Olds was 37 when she published her first book of poems, "Satan Says." Her recent collections include "Blood, Tin, Straw" (1999), "The Unswept Room" (2002), and her newest book "Strike Sparks: Selected Poems 1980-2002" (2004). "Strike Sparks" is a collection of 117 of Olds's finest poems drawn from her seven previously published volumes. The "Kansas City Star" praised the collection as "Bold. Unsettling. Obsessive. . . . Breakthrough subjects and burning observations . . . show Olds pushing at the boundaries of contemporary American poetry." The "San Francisco Chronicle" noted that Olds's popularity stems from "saying that which is difficult to say," and praised her ability to turn "images and phrases with coy and tender precision."
In six highly-praised collections of poetry, Hirsch is known for poems that respond to great works of art in various disciplines, as well as his willingness to impersonate the voices of great poets, writers and thinkers of the past, from Charles Baudelaire to Emily Dickinson to Jimi Hendrix. His collections include "On Love" (1998), "Earthly Measures" (1994), "The Night Parade" (1989), "Wild Gratitude" (1986), and "For the Sleepwalkers" (1981).

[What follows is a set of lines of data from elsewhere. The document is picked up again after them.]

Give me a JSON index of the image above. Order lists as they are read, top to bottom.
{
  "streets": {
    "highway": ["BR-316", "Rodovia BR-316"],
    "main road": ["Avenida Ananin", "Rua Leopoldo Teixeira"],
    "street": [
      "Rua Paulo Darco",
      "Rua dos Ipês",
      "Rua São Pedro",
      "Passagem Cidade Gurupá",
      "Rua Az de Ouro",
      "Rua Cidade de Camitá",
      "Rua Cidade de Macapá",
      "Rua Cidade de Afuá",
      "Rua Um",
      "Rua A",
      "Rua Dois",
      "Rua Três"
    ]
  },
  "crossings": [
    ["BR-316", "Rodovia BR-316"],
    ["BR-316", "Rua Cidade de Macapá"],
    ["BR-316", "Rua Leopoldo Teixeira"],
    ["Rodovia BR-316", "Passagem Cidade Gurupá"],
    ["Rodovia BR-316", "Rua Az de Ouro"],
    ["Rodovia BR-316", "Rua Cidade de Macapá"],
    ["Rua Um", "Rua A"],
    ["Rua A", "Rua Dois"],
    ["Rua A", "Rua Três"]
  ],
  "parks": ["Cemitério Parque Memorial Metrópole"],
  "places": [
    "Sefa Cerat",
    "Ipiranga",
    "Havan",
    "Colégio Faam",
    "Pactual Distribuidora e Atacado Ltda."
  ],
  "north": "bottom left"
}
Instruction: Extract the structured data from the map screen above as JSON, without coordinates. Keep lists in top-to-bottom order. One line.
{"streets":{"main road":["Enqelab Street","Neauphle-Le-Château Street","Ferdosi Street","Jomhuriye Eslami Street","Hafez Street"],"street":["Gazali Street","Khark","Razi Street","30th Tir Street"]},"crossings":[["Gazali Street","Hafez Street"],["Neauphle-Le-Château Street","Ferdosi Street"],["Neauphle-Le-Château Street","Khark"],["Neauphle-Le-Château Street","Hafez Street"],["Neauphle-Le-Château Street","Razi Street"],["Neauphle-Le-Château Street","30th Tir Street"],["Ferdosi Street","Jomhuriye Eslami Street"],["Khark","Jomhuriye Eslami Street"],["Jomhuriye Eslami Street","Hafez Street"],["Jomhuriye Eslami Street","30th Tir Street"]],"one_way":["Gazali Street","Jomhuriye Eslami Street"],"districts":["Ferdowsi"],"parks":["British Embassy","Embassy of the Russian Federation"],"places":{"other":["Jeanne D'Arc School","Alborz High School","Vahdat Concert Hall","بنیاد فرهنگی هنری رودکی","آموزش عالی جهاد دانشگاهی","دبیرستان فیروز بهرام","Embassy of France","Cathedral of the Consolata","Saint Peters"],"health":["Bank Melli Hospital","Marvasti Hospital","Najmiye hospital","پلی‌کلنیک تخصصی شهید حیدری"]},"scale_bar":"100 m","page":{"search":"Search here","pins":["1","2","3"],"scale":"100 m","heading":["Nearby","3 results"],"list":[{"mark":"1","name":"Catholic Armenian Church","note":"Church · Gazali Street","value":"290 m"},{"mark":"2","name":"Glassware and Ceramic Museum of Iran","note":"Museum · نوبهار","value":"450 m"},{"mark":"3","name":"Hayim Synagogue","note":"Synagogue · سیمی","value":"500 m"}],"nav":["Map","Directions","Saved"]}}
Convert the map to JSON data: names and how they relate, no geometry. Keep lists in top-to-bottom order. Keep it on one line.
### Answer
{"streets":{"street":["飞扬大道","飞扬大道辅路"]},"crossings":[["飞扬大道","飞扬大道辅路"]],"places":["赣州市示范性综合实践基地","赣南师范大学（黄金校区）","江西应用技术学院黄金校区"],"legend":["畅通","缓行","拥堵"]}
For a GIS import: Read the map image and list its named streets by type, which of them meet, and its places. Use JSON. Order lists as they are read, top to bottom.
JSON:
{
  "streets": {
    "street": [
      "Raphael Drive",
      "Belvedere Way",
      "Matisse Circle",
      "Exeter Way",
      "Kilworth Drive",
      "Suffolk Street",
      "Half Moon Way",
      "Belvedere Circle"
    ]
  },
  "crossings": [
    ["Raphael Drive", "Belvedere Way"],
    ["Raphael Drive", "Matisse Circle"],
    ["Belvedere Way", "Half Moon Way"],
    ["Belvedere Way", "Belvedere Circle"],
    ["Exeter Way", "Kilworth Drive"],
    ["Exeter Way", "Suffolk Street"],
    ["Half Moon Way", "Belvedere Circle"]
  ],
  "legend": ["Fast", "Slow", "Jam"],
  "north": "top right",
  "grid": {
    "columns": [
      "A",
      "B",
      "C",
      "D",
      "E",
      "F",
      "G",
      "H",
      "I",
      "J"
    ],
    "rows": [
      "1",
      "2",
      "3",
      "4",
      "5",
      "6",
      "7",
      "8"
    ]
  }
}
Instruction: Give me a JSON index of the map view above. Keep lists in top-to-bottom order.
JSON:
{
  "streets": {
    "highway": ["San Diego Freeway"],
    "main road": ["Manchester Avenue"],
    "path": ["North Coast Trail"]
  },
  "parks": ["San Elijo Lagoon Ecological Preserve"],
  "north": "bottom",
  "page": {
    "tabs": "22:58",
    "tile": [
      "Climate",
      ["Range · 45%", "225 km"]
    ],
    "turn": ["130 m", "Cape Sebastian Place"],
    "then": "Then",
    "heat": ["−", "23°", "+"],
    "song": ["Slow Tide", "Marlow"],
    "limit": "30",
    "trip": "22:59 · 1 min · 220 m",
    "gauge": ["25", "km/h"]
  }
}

Hirsch's most recent poetry collection is "Lay Back the Darkness" (2003), a meditation on life and death at middle age. In a starred "Booklist" review, Donna Seaman wrote, "Whether he's contemplating Homer or the Holocaust, standing transfixed before a painting by Agnes Martin, or holding a handful of fresh figs, Hirsch embraces language as a mystical force, and he and his readers truly are transported."
Renowned as both poet and teacher, Edward Hirsch served as Professor of English at the University of Houston for seventeen years. His teaching talents are evident in his 1999 bestseller "How to Read a Poem and Fall in Love with Poetry," a book that overflows with brilliant examples of the art, as well as witty epigrams, apt metaphors, ingenious turns-of-phrase, and countless tips and words of advice about getting the most out of poetry-an ecstatic form of communication in the author's view. Hirsch's follow-up to "How to Read a Poem" is "The Demon and the Angel: Searching for the Source of Artistic Inspiration" (2002), a wide-ranging and readable examination of the mysteries of creativity. Artists examined in the book include William Blake, Louis Armstrong, T. S. Eliot, Sylvia Plath, Robert Motherwell, Federico Garcia Lorca, among many others.